At least not for trout.
The rain eventually subsided, and I had my best trout bite of the day just a few minutes afterward as I felt a big tug on my line. When I went to set the hook, however, the fish had apparently already shaken free and was likely laughing at me in the cool depths below. I was using Berkley Mice Tails, which caught me a nice trout last spring, under a crappie bobber, and the long tail of the PowerBait-scented lure apparently attracted a lot of small panfish, as the bobber did a lot of moving but I never could get a hookup.
The biggest difference this year was that the trout seemed to be out in deeper water, chasing large schools of shad that could be seen near the surface of the water. Last fall, the trout all stayed up shallow, and you could see them running in the clear water right in front of you. This year, the only time I saw a trout was when they leaped out of the water to snag a shad.

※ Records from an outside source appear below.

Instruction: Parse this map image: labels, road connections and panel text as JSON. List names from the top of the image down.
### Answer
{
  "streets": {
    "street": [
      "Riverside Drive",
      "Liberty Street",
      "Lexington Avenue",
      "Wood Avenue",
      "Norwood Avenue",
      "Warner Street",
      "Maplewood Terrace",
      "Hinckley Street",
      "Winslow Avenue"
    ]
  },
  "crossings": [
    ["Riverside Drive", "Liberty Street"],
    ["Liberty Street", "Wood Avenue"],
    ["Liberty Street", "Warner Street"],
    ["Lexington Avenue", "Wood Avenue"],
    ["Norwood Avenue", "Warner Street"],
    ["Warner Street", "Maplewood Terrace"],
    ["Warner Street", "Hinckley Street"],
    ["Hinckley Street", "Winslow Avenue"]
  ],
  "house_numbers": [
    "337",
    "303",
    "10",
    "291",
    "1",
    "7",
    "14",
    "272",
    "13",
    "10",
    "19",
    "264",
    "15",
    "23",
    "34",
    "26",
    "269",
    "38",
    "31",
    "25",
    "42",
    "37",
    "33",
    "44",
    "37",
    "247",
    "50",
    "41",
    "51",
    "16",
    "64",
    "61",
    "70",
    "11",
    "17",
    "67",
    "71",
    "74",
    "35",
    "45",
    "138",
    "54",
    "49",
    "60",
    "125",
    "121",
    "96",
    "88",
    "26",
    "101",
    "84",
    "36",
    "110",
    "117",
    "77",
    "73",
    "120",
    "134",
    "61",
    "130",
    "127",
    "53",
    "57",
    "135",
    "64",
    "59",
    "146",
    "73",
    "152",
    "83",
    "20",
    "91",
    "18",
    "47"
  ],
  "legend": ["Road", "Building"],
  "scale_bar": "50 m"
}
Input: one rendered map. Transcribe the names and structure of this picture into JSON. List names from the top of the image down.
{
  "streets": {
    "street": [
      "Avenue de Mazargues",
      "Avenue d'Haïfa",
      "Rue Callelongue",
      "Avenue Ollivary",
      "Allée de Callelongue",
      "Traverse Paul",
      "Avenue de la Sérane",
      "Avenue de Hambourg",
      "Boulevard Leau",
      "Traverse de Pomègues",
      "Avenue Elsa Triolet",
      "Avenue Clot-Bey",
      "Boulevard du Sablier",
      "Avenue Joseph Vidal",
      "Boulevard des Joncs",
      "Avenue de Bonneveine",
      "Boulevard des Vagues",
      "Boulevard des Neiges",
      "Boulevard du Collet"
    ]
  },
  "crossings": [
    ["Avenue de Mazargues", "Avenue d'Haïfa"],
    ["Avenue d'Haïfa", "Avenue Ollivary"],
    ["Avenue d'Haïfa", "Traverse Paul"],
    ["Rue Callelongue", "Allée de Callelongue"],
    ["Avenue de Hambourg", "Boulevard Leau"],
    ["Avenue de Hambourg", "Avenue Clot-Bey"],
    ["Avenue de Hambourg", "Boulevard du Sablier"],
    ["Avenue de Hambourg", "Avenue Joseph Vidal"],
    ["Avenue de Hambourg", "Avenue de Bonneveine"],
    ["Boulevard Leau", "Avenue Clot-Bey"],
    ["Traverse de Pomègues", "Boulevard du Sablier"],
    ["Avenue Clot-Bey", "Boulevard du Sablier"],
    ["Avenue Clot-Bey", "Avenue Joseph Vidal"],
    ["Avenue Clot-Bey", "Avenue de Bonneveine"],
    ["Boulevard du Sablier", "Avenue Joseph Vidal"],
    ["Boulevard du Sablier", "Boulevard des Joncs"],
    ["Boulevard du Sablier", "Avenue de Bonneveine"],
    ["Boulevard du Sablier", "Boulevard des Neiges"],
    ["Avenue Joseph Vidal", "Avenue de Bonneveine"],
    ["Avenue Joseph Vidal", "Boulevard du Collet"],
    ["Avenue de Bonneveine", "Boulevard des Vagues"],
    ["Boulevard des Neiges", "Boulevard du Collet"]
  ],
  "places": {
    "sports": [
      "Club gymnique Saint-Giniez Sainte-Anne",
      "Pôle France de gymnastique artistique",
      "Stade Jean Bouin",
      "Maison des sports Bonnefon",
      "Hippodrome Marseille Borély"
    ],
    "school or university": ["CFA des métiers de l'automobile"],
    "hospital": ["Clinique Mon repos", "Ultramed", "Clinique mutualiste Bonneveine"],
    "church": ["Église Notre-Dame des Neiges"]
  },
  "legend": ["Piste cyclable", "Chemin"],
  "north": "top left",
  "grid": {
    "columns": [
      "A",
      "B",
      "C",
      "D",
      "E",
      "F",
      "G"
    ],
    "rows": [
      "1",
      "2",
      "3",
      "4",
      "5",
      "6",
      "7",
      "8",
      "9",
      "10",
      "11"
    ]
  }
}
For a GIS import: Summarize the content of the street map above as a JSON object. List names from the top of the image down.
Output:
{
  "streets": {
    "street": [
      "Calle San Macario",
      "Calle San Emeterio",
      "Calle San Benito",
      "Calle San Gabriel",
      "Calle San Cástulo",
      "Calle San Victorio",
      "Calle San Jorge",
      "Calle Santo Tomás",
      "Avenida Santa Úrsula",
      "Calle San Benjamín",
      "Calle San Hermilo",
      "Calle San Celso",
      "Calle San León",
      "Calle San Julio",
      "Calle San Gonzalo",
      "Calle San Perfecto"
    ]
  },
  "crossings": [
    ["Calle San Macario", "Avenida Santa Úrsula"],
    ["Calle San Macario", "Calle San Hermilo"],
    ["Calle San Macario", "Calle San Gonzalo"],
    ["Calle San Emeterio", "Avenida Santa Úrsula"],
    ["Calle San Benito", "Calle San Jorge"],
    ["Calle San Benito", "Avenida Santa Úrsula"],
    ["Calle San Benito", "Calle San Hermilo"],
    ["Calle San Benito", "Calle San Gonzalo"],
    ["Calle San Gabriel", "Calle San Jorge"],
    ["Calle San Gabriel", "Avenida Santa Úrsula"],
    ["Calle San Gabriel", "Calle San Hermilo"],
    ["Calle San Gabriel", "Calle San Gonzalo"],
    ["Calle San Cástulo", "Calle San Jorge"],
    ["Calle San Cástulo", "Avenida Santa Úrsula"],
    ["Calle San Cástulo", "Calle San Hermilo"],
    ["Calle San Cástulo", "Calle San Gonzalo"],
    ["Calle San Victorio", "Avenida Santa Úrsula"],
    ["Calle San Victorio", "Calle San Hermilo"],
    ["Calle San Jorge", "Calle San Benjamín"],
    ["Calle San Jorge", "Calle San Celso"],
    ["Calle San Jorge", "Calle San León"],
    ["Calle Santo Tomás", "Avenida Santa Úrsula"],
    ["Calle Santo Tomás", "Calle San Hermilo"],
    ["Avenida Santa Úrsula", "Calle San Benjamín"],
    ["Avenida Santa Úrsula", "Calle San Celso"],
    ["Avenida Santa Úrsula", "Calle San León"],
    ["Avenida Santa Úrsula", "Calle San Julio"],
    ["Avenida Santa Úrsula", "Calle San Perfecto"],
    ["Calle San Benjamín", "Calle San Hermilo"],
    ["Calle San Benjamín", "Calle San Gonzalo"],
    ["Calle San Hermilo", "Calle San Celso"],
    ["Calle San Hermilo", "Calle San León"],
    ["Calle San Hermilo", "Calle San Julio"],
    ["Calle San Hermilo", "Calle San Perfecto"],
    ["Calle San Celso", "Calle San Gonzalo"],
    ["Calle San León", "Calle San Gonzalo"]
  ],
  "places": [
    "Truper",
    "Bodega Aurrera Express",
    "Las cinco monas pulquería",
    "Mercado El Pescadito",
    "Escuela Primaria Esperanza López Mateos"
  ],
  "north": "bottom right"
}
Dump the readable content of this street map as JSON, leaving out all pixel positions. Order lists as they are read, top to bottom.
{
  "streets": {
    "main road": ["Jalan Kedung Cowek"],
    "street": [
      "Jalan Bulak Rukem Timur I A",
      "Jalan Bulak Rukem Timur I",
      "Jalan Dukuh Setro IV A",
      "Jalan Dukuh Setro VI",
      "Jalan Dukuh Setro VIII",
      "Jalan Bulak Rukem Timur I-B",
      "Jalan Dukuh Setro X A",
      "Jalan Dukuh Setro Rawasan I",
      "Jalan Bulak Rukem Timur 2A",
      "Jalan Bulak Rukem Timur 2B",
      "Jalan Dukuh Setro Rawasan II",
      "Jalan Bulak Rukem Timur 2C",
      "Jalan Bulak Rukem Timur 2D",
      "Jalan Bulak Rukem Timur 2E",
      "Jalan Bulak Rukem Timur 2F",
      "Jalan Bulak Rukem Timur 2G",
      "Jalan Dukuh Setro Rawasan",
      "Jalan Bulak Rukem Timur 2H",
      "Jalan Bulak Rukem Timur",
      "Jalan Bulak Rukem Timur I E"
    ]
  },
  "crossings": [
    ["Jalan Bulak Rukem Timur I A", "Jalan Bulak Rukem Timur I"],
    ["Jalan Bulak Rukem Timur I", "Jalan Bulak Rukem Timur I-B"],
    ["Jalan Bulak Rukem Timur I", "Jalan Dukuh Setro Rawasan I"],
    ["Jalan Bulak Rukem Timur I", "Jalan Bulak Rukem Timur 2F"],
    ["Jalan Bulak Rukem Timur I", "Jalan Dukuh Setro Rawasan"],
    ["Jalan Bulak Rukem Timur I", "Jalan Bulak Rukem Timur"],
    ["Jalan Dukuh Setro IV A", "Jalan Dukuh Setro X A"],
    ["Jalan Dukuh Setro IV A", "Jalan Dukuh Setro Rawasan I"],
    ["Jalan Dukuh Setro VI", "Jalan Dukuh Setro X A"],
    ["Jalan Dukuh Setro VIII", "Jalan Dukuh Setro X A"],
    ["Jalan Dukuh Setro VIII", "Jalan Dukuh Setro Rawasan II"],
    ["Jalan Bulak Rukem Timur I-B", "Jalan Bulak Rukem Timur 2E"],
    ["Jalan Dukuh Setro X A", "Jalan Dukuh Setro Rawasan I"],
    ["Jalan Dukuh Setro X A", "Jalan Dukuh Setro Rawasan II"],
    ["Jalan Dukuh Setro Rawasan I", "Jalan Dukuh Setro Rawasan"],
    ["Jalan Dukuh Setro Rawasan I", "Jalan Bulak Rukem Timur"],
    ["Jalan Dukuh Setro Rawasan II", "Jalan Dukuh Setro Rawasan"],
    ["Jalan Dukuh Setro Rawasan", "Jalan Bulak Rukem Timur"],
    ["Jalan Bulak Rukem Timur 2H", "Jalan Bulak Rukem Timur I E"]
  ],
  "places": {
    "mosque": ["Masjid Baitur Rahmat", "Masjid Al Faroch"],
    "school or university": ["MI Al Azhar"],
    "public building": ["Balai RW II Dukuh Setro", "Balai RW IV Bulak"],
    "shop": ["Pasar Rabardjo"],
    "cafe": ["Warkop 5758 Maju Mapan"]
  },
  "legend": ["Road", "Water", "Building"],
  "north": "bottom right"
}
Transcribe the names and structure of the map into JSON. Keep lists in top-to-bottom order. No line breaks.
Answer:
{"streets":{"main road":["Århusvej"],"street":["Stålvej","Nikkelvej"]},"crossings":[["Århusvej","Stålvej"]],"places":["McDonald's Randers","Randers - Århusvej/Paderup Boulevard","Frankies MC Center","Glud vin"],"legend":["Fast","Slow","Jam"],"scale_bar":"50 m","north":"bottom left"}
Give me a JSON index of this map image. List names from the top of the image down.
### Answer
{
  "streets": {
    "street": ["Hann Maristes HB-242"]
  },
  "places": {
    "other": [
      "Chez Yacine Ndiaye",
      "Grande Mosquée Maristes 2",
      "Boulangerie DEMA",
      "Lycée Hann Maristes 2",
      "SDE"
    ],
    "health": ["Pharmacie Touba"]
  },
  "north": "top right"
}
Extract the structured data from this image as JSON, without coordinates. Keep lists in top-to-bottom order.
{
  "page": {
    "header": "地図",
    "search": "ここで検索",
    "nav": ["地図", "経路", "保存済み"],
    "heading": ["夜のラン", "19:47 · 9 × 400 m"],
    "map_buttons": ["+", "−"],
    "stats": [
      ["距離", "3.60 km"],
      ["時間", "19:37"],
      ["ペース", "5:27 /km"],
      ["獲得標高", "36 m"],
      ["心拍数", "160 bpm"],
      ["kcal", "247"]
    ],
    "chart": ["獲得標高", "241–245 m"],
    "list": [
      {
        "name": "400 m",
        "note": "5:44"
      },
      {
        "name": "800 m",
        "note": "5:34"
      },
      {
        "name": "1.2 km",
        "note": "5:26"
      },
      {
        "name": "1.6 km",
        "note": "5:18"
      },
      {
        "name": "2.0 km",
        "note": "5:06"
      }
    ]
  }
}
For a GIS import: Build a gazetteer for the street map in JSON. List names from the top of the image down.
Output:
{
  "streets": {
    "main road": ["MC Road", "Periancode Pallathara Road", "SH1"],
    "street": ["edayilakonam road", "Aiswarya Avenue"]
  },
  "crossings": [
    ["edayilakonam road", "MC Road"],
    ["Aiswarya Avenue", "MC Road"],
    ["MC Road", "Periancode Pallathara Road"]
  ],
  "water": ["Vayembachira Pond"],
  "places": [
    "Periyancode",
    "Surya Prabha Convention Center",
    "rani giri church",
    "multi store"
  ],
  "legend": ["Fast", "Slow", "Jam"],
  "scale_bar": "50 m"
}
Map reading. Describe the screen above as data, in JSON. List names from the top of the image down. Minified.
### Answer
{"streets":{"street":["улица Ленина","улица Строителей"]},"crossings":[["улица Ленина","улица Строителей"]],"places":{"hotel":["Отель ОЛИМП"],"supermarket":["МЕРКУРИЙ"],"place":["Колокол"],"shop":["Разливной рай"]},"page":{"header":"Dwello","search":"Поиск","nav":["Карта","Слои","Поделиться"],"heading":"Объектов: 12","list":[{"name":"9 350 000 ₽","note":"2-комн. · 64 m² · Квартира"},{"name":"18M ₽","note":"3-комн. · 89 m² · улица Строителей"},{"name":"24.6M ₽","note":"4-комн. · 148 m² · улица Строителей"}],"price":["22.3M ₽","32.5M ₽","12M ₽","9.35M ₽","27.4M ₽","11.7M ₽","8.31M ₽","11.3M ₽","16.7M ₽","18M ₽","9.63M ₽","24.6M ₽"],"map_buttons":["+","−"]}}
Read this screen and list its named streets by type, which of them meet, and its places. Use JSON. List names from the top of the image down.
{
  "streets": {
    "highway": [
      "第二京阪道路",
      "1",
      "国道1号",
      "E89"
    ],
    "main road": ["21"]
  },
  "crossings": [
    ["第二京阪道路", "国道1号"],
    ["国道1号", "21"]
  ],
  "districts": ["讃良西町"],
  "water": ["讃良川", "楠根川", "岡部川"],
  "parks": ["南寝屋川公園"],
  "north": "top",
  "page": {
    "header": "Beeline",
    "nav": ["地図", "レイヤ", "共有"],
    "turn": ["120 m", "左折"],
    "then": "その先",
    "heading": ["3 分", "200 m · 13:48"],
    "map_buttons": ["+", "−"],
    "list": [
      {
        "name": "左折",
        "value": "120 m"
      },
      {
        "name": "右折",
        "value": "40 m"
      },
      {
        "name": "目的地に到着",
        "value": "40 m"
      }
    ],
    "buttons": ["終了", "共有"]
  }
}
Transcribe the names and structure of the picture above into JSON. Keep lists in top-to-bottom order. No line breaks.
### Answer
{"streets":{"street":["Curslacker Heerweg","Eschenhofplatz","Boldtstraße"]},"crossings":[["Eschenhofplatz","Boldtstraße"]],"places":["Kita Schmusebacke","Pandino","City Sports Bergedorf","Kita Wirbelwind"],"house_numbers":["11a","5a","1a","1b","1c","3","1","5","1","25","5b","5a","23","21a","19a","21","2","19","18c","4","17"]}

Local anglers Thomas Heinen and Parker Still were having a good time fishing from a boat on the other side of the lake, though they were mostly catching bass, which seemed to be enjoying the cool weather and overcast skies. The weather really seemed to be perfect for everything else, just not trout. I moved on to the heated dock and fished outside of it for a while, throwing a white-and-chartreuse Rooster Tail and hoping the sunlight shining through the clouds would attract a fish to its bright colors.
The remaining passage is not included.